Sadece Türkiye özelinde olmaksızın genel olarak dünya ölçeğinde de dinin gidişatına ilişkin sıkı bir eleştirel takibat, varlığını ağır bir şekilde hissettiriyor. Dinin hemen her hâli üzerine bir şeyler söyleniyor. Öyle ki bundan din temelli itikat da amel de ahlâk da nasibini almakta gecikmiyor. İnsan eliyle şekillendirilen belli başlı dinî olgu ve temsillerle din arasındaki eşleştirmeler, esas sınıra hiçbir şekilde riayet edilmeksizin genelgeçer bir tazyik edebiyatıyla birlikte ilerlemekte. Yanı sıra birbirine karşıt ve muhalif bir mutabakat dili de gündelik hayatın bilindik maneviyatını rehin almış ve dönüştürmeye başlamış durumda. Nihayet din de dindar da aynı çerçevede ele alınıyor; her ikisi de birbiriyle ortak argümanlar eşliğinde muaheze ediliyor.
İslam gibi istisnai yücelik ve açık farkla semavilik iddiasına sahip din mensupları da bu hakaretamiz söylemleri hak etmedikleri gerekçesiyle mevcut durumu anlama çabalarına ağırlık veriyor; buna karşılık “neler oluyor?” sorusuna verilebilecek cevaplarla derin ve güçlü bir mâkûliyet arama çabası da dinî olanı rasyonalize etme niyetinin bir parçası olarak öne çıkıyor. Artık iyice girift bir hal alan söz konusu duruma, dinin “içeriden” verilen cevapları kimseyi tatmin etmiyor, aksine “dışarıdan” gelebilecek açıklamalarla yetinmek daha çok rağbet görüyor.
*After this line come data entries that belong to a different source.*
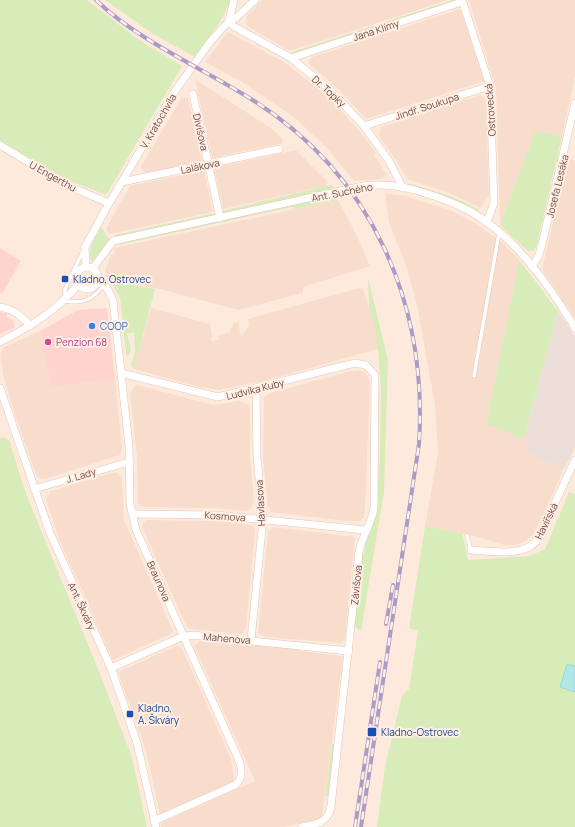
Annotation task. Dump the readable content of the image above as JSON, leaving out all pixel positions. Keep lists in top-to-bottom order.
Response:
{
  "streets": {
    "street": [
      "Jana Klímy",
      "Dr. Topky",
      "Jindř. Soukupa",
      "Ostrovecká",
      "V. Kratochvíla",
      "Divišova",
      "Lalákova",
      "U Engerthu",
      "Josefa Lesáka",
      "Ant. Suchého",
      "Ludvíka Kuby",
      "J. Lady",
      "Havlasova",
      "Kosmova",
      "Havířská",
      "Braunova",
      "Závišova",
      "Ant. Škváry",
      "Mahenova"
    ]
  },
  "crossings": [
    ["Jana Klímy", "Dr. Topky"],
    ["Jana Klímy", "Ostrovecká"],
    ["Dr. Topky", "Jindř. Soukupa"],
    ["Dr. Topky", "V. Kratochvíla"],
    ["Dr. Topky", "Ant. Suchého"],
    ["Jindř. Soukupa", "Ostrovecká"],
    ["Ostrovecká", "Ant. Suchého"],
    ["V. Kratochvíla", "Lalákova"],
    ["V. Kratochvíla", "U Engerthu"],
    ["V. Kratochvíla", "Ant. Suchého"],
    ["Divišova", "Lalákova"],
    ["Divišova", "Ant. Suchého"],
    ["Josefa Lesáka", "Ant. Suchého"],
    ["Ant. Suchého", "Braunova"],
    ["Ludvíka Kuby", "Havlasova"],
    ["Ludvíka Kuby", "Braunova"],
    ["Ludvíka Kuby", "Závišova"],
    ["J. Lady", "Braunova"],
    ["J. Lady", "Ant. Škváry"],
    ["Havlasova", "Kosmova"],
    ["Havlasova", "Mahenova"],
    ["Kosmova", "Braunova"],
    ["Kosmova", "Závišova"],
    ["Braunova", "Ant. Škváry"],
    ["Braunova", "Mahenova"],
    ["Závišova", "Mahenova"],
    ["Ant. Škváry", "Mahenova"]
  ],
  "places": {
    "transit": ["Kladno, Ostrovec", "Kladno, A. Škváry", "Kladno-Ostrovec"],
    "other": ["COOP", "Penzion 68"]
  }
}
Dindeki bu yeni durum, sosyal bilimlerde bir gerileme süreci olarak okunuyor. 80’lerde “dinî canlılık” şeklinde tanımlanan ve sürpriz bir gelişme havasında kaygı uyandıran bu hareketlilik, şimdilerde şaşırtıcı bir şekilde geri çekilme söylemiyle yer değiştirmiş gibi görünüyor. Bu durum, kökleri en yakın nokta olarak Aydınlanma’ya kadar uzanan belli başlı din muarızlarında kontrolsüz bir sevinç havası yaratırken; inanç ve itikat sahibi pek çok dindar da bu iklimden rahatsızlığını ifade etmekle yetinmeksizin, mevcut durumun anlaşılması adına, çoğu sosyal bilimlerden gelebilecek çözüm önerilerine bel bağlamayı tercih ediyor. Konunun asıl ilgi çeken tarafı da bu tuhaf ve sıra dışı durumun anlaşılmasını mümkün kılacak bir çabanın, dinin aslî kaynaklarıyla değil modern analizlere odaklanarak aşma çabası olmasıdır.